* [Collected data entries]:

════════════════

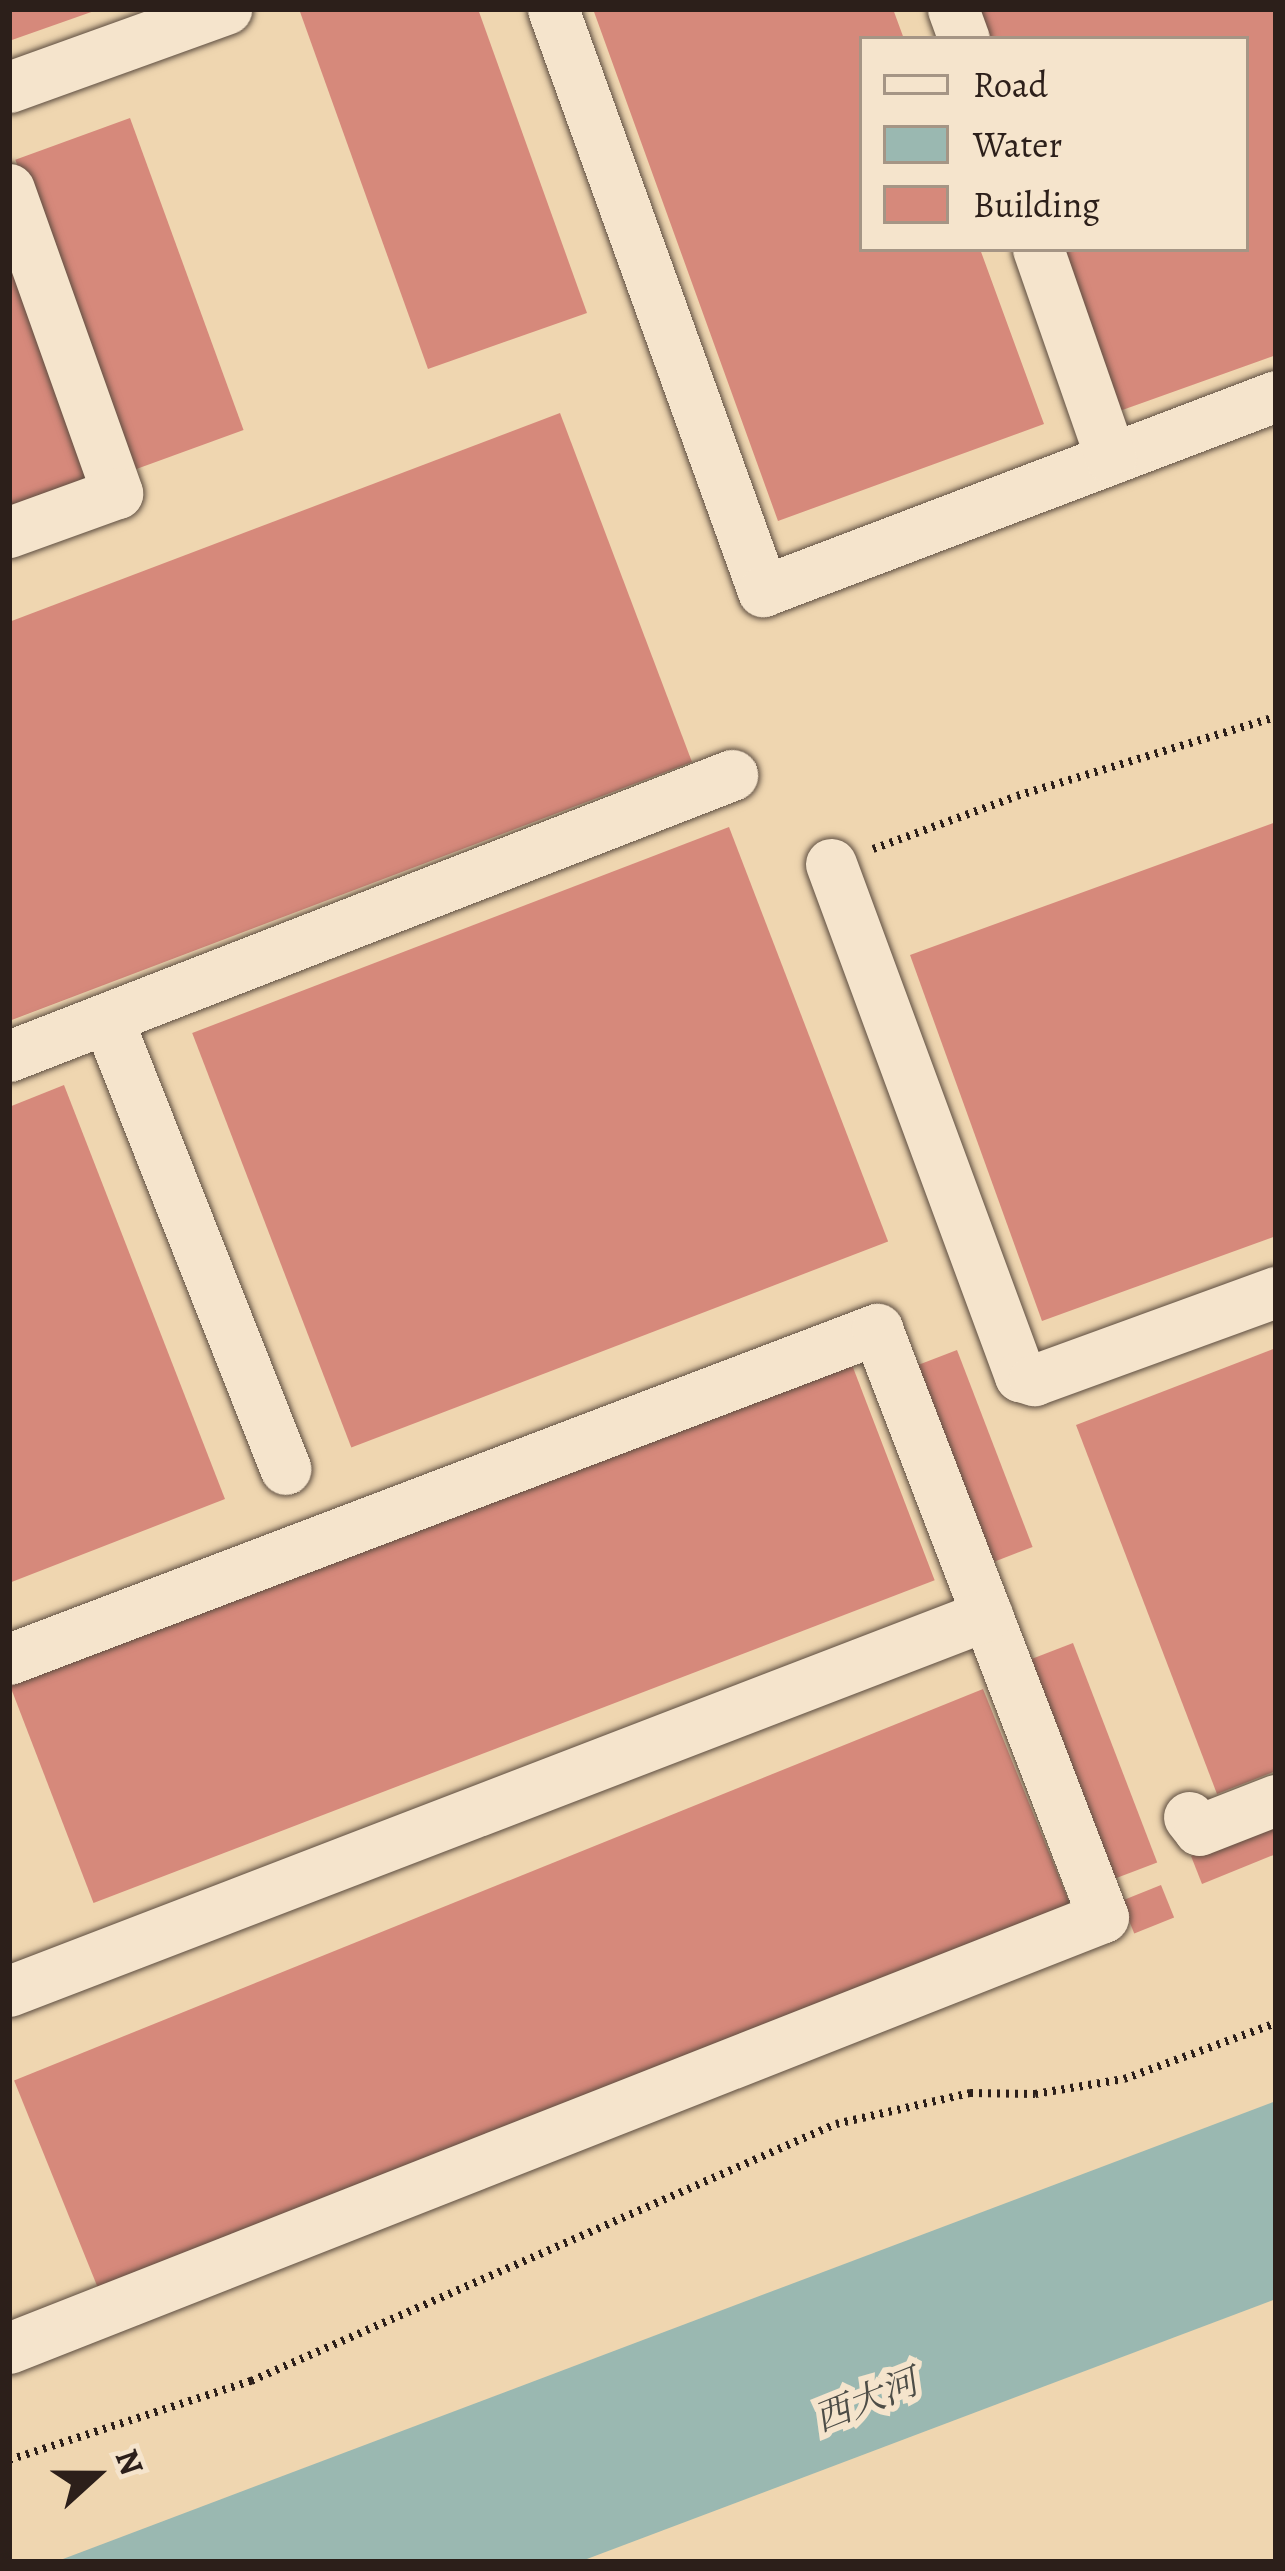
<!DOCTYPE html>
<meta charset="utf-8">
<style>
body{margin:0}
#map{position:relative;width:1285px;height:2571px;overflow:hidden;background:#efd6b0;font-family:Alegreya,"Noto Serif SC",serif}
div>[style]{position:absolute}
.water>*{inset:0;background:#9ab8b1}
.building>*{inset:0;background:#d6897b;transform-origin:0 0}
.path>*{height:8px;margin-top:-4px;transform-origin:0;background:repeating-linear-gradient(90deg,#2c1f1a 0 3px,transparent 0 9px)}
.roads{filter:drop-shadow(0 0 3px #5d4d40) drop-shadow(0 0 3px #5d4d40)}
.minor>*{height:51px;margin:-25.5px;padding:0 25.5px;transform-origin:25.5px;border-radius:25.5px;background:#f5e4cc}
span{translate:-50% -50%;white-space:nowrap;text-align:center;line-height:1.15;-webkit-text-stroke:12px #f5e4cc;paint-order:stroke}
.water-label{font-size:36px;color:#4d4d47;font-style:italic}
.frame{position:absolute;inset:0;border:12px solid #2c1f1a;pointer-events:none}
.legend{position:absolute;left:859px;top:36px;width:390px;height:216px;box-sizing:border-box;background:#f5e4cc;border:3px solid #a59585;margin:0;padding:15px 21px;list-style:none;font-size:36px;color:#2c1f1a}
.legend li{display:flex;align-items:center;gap:24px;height:60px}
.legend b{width:60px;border:3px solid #a59585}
.north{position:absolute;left:36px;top:2415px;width:120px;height:120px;-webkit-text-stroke:9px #f5e4cc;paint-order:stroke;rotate:69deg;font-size:33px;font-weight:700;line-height:48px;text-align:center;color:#2c1f1a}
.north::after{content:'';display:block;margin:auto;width:42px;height:54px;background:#2c1f1a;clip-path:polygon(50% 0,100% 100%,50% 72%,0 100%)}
</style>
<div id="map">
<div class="water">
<i style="clip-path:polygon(1276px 2101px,1276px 2299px,579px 2562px,55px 2562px)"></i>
</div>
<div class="building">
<i style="clip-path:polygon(9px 9px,97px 9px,97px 10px,9px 41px)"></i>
<i style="clip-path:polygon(299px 9px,478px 9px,587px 313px,428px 369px)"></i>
<i style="clip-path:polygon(593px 9px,893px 9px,904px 39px,862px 39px,862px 249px,980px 249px,1044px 424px,778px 521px)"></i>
<i style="clip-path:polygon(968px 9px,1276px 9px,1276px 355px,1114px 413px,1055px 249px,1246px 249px,1246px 39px,979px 39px)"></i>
<i style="left:130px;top:118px;width:332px;height:122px;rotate:70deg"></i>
<i style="clip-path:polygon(9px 249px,92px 478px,9px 508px)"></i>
<i style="clip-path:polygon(560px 413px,692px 762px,9px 1021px,9px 622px)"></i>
<i style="clip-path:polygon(1276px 822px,1276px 1236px,1042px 1321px,910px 955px)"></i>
<i style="left:729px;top:827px;width:444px;height:575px;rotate:69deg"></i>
<i style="clip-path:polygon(64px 1085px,225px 1499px,9px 1583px,9px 1107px)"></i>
<i style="clip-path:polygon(1276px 1348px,1276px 1771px,1217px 1794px,1076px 1425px)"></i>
<i style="left:957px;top:1350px;width:211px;height:48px;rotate:69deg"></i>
<i style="left:849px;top:1357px;width:239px;height:901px;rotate:69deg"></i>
<i style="left:1073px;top:1643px;width:235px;height:50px;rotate:69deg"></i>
<i style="left:983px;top:1689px;width:240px;height:1045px;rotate:68deg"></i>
<i style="clip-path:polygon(1276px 1821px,1276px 1854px,1202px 1884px,1191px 1856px)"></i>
<i style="left:1161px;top:1885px;width:35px;height:43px;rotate:68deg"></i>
</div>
<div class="path">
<i style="left:873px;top:849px;width:153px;rotate:-20.2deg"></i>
<i style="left:1017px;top:796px;width:271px;rotate:-17deg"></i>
<i style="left:9px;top:2460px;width:255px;rotate:-18.1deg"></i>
<i style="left:251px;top:2381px;width:639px;rotate:-23.72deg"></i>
<i style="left:836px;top:2124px;width:138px;rotate:-13deg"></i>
<i style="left:970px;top:2093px;width:65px;rotate:0.9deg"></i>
<i style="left:1035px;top:2094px;width:90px;rotate:-9.6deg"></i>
<i style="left:1124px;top:2079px;width:162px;rotate:-20.2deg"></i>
</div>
<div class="roads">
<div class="minor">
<i style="left:553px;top:9px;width:619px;rotate:70.16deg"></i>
<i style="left:763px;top:591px;width:549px;rotate:-20.81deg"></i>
<i style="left:953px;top:9px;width:32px;rotate:70deg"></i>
<i style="left:9px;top:87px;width:231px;rotate:-19.8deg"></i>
<i style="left:9px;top:189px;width:323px;rotate:70.4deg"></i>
<i style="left:117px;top:493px;width:115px;rotate:160.1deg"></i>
<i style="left:1038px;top:249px;width:222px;rotate:70.8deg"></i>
<i style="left:831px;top:864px;width:546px;rotate:69.74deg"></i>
<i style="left:1020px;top:1376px;width:15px;rotate:16deg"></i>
<i style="left:1034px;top:1380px;width:258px;rotate:-20deg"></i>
<i style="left:107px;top:1018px;width:485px;rotate:68.4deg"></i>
<i style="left:9px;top:1056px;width:776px;rotate:-21.24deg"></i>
<i style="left:9px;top:1659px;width:929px;rotate:-20.82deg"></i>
<i style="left:877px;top:1329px;width:630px;rotate:68.98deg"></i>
<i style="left:1103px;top:1917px;width:1176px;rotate:158.5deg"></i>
<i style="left:1189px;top:1817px;width:16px;rotate:52deg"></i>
<i style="left:1199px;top:1830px;width:83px;rotate:-21.3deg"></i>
<i style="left:9px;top:1991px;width:1048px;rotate:-21.03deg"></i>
</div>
</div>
<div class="water-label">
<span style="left:866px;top:2400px;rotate:-22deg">西大河</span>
</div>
<div class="frame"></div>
<ul class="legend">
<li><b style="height:15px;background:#f5e4cc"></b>Road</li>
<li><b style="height:33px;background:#9ab8b1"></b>Water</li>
<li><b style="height:33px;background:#d6897b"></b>Building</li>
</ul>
<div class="north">N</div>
</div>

════════════════

* [DIRECTIONS FOR THIS TASK]:
Verbatim transcription needed, from the opening line of the entries above through the line containing "0 3px,transparent 0"; pictures do not belong in it.

* [FINISHED EXERCISE]:
<!DOCTYPE html>
<meta charset="utf-8">
<style>
body{margin:0}
#map{position:relative;width:1285px;height:2571px;overflow:hidden;background:#efd6b0;font-family:Alegreya,"Noto Serif SC",serif}
div>[style]{position:absolute}
.water>*{inset:0;background:#9ab8b1}
.building>*{inset:0;background:#d6897b;transform-origin:0 0}
.path>*{height:8px;margin-top:-4px;transform-origin:0;background:repeating-linear-gradient(90deg,#2c1f1a 0 3px,transparent 0 9px)}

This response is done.